Experiments are then split into two distinct approaches to achieve pre-experimental comparability: statistical designs and randomisation. Both aim to facilitate equitable conditions between treatment and control conditions but achieve this goal differently. Statistical designs, often referred to as quasi-experimental methods, rely on statistical analysis to control and create equivalence between the two groups. For example, in a study on the effect of police presence on crime in particular neighbourhoods, researchers can compare the crime data in ‘treatment neighbourhoods’ before and after patrols were conducted, and then compare the results with data from ‘control neighbourhoods’ that were not exposed to the patrols (e.g. Kelling et al., 1974; Sherman & Weisburd, 1995). Noticeable differences in the before–after comparisons would then be attributed to the police patrols. However, if there are also observable differences between the neighbourhoods or the populations who live in the treatment and the no-treatment neighbourhoods, or the types of crimes that take place in these neighbourhoods, we can use statistical controls to ‘rebalance’ the groups – or at least account for the differences between groups arising from these other variables. Through statistically controlling for these other variables (e.g. Piza & O’Hara, 2014; R.G. Santos & Santos, 2015; see also The SAGE Quantitative Research Kit, Volume 7), scholars could then match patrol and no-patrol areas and take into account the confounding effect of these other factors. In doing so, researchers are explicitly or implicitly saying ‘this is as good as randomisation’. But what does that mean in practice?

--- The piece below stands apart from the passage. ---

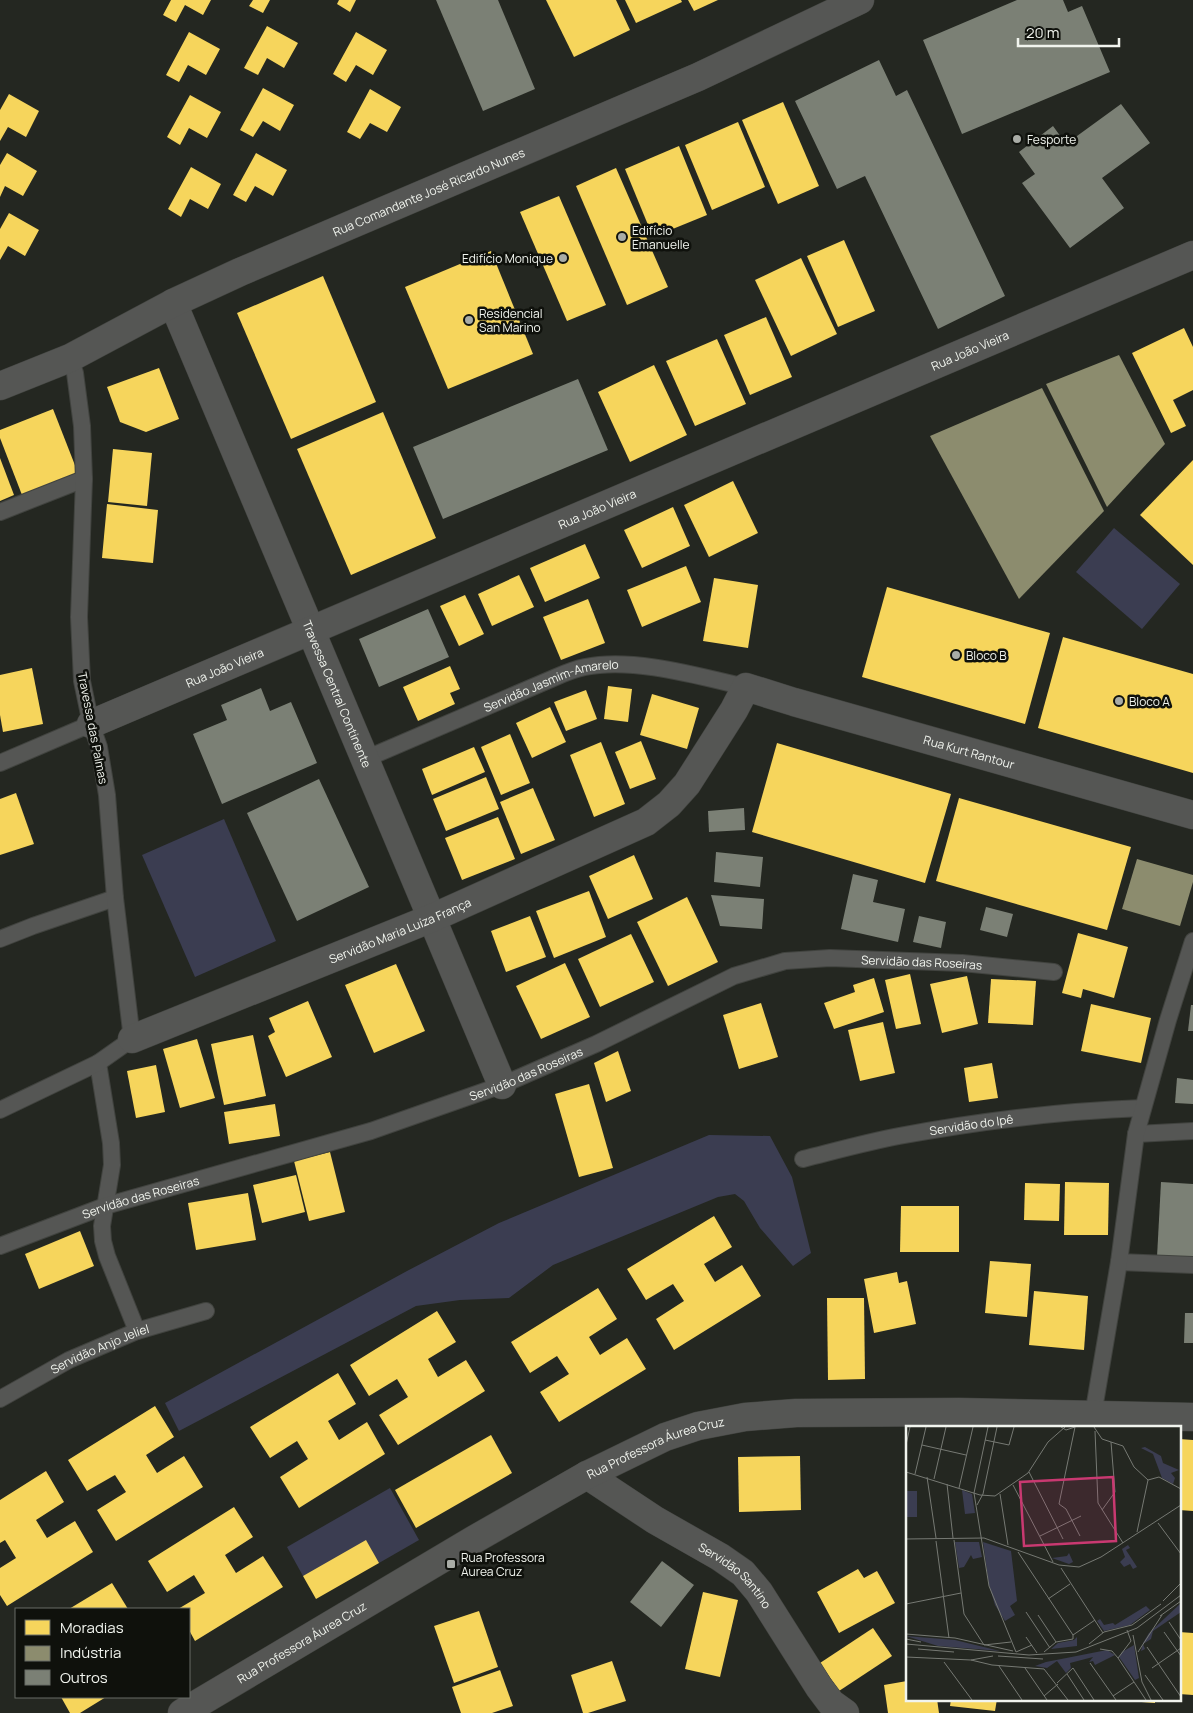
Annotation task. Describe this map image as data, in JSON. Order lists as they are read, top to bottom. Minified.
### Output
{"streets":{"street":["Rua Comandante José Ricardo Nunes","Rua João Vieira","Travessa Central Continente","Rua Kurt Rantour","Servidão Maria Luíza França","Rua Professora Áurea Cruz","Servidão Santino"],"lane":["Servidão Jasmim-Amarelo","Travessa das Palmas","Servidão das Roseiras","Servidão do Ipê","Servidão Anjo Jeliel"]},"crossings":[["Rua Comandante José Ricardo Nunes","Travessa Central Continente"],["Rua Comandante José Ricardo Nunes","Travessa das Palmas"],["Rua João Vieira","Travessa Central Continente"],["Rua João Vieira","Travessa das Palmas"],["Servidão Jasmim-Amarelo","Travessa Central Continente"],["Servidão Jasmim-Amarelo","Rua Kurt Rantour"],["Servidão Jasmim-Amarelo","Servidão Maria Luíza França"],["Travessa Central Continente","Servidão Maria Luíza França"],["Travessa Central Continente","Servidão das Roseiras"],["Travessa das Palmas","Servidão Maria Luíza França"],["Rua Kurt Rantour","Servidão Maria Luíza França"],["Rua Professora Áurea Cruz","Servidão Santino"]],"places":{"other":["Fesporte","Edifício Emanuelle","Edifício Monique","Residencial San Marino","Bloco B","Bloco A"],"transit":["Rua Professora Aurea Cruz"]},"legend":["Moradias","Indústria","Outros"],"scale_bar":"20 m"}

While on the one hand, we have statistical designs, on the other, we have experiments that use randomisation, which relies on the mathematical foundations of probability theory (as discussed in The SAGE Quantitative Research Kit, Volume 3). Probability theory postulates that through the process of randomly assigning cases into treatment and no-treatment conditions, experimenters have the best shot of achieving pre-experimental comparability between the two groups. This is owing to the law of large numbers (or ‘logic of science’ according to Jaynes, 2003). Allocating units at random does, with a large enough sample, create balanced groups. As we illustrate in Chapter 2, this balance is not just apparent for observed variables (i.e. what we can measure) but also in terms of the unobserved factors that we cannot measure (cf. Cowen & Cartwright, 2019). For example, we can match treatment and comparison neighbourhoods in terms of crimes reported to the police before the intervention (patrols), and then create balance in terms of this variable (Saunders et al., 2015; see also Weisburd et al., 2018). However, we cannot create true balance between the two groups if we do not have data on unreported crimes, which may be very different in the two neighbourhoods.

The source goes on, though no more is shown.